Make studying a part of your everyday school routine and don’t be limited to ‘cramming’ for exams and tests.

1. Establish a routine: Set aside a particular time each day for study and revision and stick to it.

2. Create a study environment
This should be away from interruptions and household noise, such as the television. Ensure there is adequate lighting and ventilation, a comfortable chair and appropriate desk.

3. Set a timetable: With a timetable you can plan to cover all your subjects in an organised way, allotting the appropriate time for each without becoming overwhelmed.

4. Look after yourself: Drink plenty of fluids, especially water, and eat healthy foods. Keep sugary foods to a minimum. Make sure you get enough sleep each night. Regular physical exercise makes you feel great, boosts your energy and helps you relax. So try to keep up regular sporting activities or at least fit in some regular exercise as often as you can.

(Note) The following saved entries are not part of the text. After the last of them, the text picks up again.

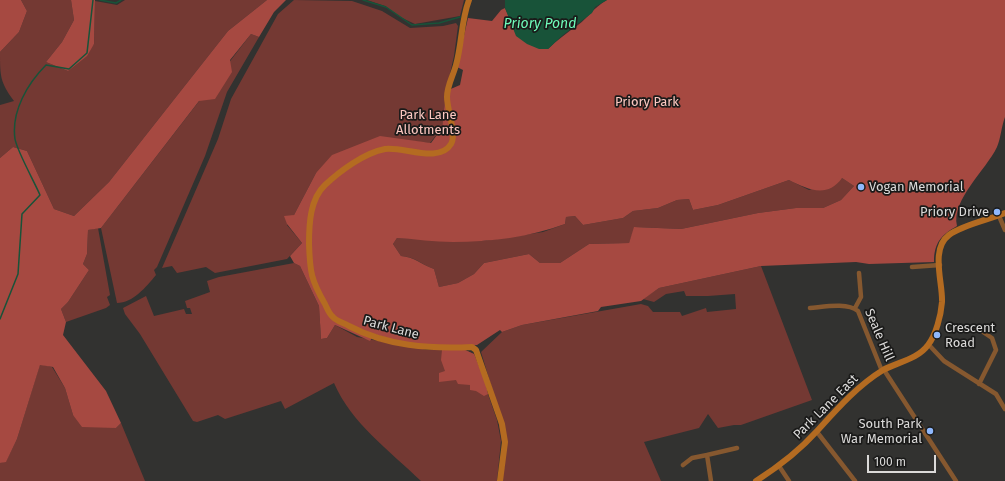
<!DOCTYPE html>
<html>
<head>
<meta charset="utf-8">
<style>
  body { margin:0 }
  #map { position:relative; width:1005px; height:481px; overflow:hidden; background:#323230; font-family:"Fira Sans",sans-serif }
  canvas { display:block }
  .scale { position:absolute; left:867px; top:455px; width:69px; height:18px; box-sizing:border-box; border:2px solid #dbdad9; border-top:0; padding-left:5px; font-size:12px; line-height:14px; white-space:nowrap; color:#dbdad9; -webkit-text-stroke:3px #1a1a19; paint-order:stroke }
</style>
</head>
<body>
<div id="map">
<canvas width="1005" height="481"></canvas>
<div class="scale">100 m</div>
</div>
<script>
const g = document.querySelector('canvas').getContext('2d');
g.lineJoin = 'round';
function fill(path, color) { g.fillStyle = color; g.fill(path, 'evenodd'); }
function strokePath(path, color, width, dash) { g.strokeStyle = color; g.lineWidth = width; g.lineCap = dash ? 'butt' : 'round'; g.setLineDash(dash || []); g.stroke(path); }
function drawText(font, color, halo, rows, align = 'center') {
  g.font = font + ' "Fira Sans",sans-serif'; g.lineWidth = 3.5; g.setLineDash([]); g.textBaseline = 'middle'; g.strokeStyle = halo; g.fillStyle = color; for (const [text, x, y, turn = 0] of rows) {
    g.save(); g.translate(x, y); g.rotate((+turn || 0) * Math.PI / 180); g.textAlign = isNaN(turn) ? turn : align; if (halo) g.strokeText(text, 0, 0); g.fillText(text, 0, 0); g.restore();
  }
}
fill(new Path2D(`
  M 21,0 L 71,0 L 74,20 L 62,42 L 46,62 L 68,71 L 94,44 L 95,1 L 117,5 L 125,0 L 267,0 L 228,31 L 109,182 L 74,216 L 54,209 L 27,151 L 13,147 L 0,158 L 0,105 L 14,101 C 0,82 0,76 0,52 L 19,32 L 27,11 Z
  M 294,0 L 352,1 L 382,11 L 410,28 L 443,26 L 456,23 L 458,26 L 454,56 L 446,91 L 442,128 L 430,143 L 410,141 L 316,173 L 294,215 L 287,225 L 302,243 L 287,259 L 215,273 L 206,267 L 177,273 L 172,266 L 162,268 L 218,139 L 231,99 L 278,14 Z
  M 367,0 L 464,0 L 460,16 L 415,24 L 400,17 L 385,6 Z
  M 251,34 L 259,37 L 227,92 L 205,156 L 157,267 L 154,270 L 156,275 C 146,287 133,303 117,303 L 101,228 Z
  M 842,178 L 854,186 L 841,200 L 823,208 L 796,208 L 758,213 L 681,229 L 635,227 L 629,243 L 589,244 L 560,263 L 540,263 L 529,254 L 484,263 L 474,274 L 458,283 L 439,287 L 434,269 C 420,264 416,257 401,256 L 393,244 L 397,238 L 484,241 L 543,232 L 565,224 L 566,217 L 575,216 L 583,225 L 623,218 L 633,211 L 658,208 L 677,200 L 689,199 L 693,210 L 718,205 L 789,180 L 809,190 Z
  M 98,228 L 110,295 L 107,297 L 110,305 L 106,308 L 66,322 L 61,309 L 68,302 L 89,270 L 83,264 L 87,254 L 88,230 Z
  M 294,263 L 300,266 L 319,306 L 321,339 L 327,338 L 335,325 L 357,337 L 428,350 L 463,349 L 474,354 L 497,420 L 501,441 L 497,481 L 421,481 C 390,451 351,423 334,383 L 285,409 L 281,401 L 225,419 L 218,415 L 197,422 L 193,421 L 140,334 L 125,314 L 123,308 L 146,296 L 154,316 L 184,309 L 186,314 L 192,314 L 190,308 L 187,308 L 185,301 L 210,292 L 207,281 L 219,277 Z
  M 761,266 L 812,400 L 741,425 L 734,425 L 718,428 L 708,414 L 699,428 L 644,442 L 661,481 L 502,481 L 505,462 L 494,395 L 481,352 L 502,332 L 522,325 L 641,304 L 648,306 L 653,312 L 680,312 L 682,316 L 706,308 L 707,312 L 736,309 L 735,294 L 708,296 L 686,296 L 684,291 L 666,294 L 654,302 L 643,299 L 659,288 Z
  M 40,364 L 52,367 L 65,388 L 73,415 L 116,428 L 121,423 L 145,481 L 0,481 L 0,463 L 6,461 L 17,439 Z`), '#743933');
fill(new Path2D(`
  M 0,0 L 21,0 L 27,11 L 19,32 L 0,52 Z
  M 71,0 L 95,0 L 94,44 L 87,56 L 68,71 L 46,62 L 62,42 L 74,20 Z
  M 267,0 L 286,0 L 274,12 L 259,37 L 251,34 L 230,60 L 232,72 L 215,99 L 199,101 L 101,228 L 88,230 L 87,254 L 83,264 L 89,270 L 68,302 L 61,309 L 66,322 L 63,335 L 106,391 L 121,423 L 116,428 L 82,427 L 73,415 L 65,388 L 53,367 L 40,365 L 17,439 L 6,462 L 0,463 L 0,158 L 13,147 L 27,151 L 54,209 L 74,216 L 109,182 L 228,31 Z
  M 607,0 L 1005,0 L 1005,117 C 1001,128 1001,137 997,147 C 986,170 951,200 957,226 C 941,235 934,243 934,262 L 869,264 L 856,262 L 761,266 L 659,288 L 641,301 L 601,307 L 598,311 L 522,325 L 502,332 L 500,330 L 477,345 L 430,347 L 396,341 L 374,334 L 370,341 L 335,325 L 327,338 L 321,339 L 319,306 L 300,266 L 294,263 L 290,256 L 302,243 L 287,224 L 284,216 L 294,215 L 316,173 L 332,155 L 380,136 L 431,143 L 442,128 L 446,91 L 460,85 L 463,70 L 457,67 L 468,18 L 492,21 L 501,10 L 505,8 L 517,36 L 548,49 C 557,40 567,33 578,25 C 589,17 593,8 607,0 ZM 842,178 L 854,186 L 841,200 L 823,208 L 796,208 L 758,213 L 681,229 L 634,227 L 629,243 L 589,244 L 560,263 L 540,263 L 529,254 L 484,263 L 474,274 L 458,283 L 439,287 L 434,269 C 420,264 415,257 401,256 L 393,244 L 397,238 C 416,239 434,242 453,242 C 490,242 530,237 565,224 L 566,217 L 575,216 L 583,225 L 623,218 L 633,211 L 658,208 L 677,200 L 689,199 L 693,210 L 718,205 L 789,180 C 807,189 827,199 842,178 Z
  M 463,349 L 474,354 L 485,380 L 488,394 L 484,396 L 476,391 L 470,390 L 470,385 L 458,384 L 456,380 L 439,382 L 439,373 L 445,371 L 441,360 L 442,350 Z`), '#a64941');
fill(new Path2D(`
  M 505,0 L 607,0 L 595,7 L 592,13 L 563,35 L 548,49 L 539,49 L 527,44 L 516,36 L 505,8 Z`), '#185339');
strokePath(new Path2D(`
  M 100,0 L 116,3 L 121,0
  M 363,0 L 386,7 L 412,25 L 439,23 L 460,17
  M 505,25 L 512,22
  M 0,319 L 18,274 L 22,214 L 40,195 C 35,183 17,151 15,139 C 11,111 28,83 46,65 L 69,69 L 87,53 L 93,0`), '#185339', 1.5);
strokePath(new Path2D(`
  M 999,216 L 1005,230
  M 912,267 L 940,265
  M 810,308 C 823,307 847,302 858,311 L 882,371
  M 855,308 L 861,297 L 859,273
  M 977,328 L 992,338 L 996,350 L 979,384
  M 929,345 L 944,361 L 996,394 L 1005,409
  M 884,370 L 956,481
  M 817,432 L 855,481
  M 683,465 L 692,458 L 707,455
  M 779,466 L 789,481
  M 711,481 L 707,455 L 737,448`), '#86582f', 4.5);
strokePath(new Path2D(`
  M 469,0 C 461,21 462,44 456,65 C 453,76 447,86 447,97 C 447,110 457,134 451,144 C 439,164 403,146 385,149 C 364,153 340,171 325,185 C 310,199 309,224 309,244 C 310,272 311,280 325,304 C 327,308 329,314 333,317 C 336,321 344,323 349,326 C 387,346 429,349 472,347 L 476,350 L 502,424 L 505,442 L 500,481
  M 756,481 C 778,467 799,451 817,431 C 837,409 857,386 883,370 C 898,362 918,359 928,345 C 936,335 941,315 942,302 C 943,283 930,249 949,235 C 962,225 988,220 1005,213`), '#b46b21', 6);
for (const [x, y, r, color] of [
  [861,187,4,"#8fb8fd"],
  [997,212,4,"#8fb8fd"],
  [937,335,4,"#8fb8fd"],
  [930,431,4,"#8fb8fd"]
]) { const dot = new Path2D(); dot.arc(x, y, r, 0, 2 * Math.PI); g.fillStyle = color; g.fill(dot); strokePath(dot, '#1a1a19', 1.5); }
drawText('13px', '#fdc8c1', '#1a1a19', [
  ["Priory Park",647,102],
  ["Park Lane",428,115],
  ["Allotments",428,130]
]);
drawText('13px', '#dbdad9', '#1a1a19', [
  ["Vogan Memorial",869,187],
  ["Priory Drive",989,212,"right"],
  ["Crescent",945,328],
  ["Road",945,343],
  ["South Park",922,424,"right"],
  ["War Memorial",922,439,"right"]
], 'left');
drawText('13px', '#dbdad9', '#1a1a19', [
  ["Park Lane",391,328,15],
  ["Seale Hill",879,335,67],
  ["Park Lane East",826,407,-45]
]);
drawText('italic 14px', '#6efbba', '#1a1a19', [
  ["Priory Pond",540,24]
]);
</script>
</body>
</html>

5. Reward yourself for studying: Watch your favourite television program, spend time with your friends, walk to the park and play sport throughout the week.

6. Have variety in your study program: Study different subjects each day and do different types of work and revision in each study session.

7. Avoid interrupting your concentration: Have all the appropriate materials with you before you start a session of study to minimise distractions.

8. Test yourself on what you have studied: Ask your parents or family members to quiz you on what you have learnt, use draft questions from books, past assessments or major exam papers.

9. Don’t panic at exam time: If you have followed a study routine and have been revising your class work, there should be no need to worry. Try to keep yourself calm, positive and confident.

10. Ask your teachers for guidance: Especially if you’re having trouble - whether it’s grasping a new concept or understanding something you learnt earlier in the year. They will be happy to help.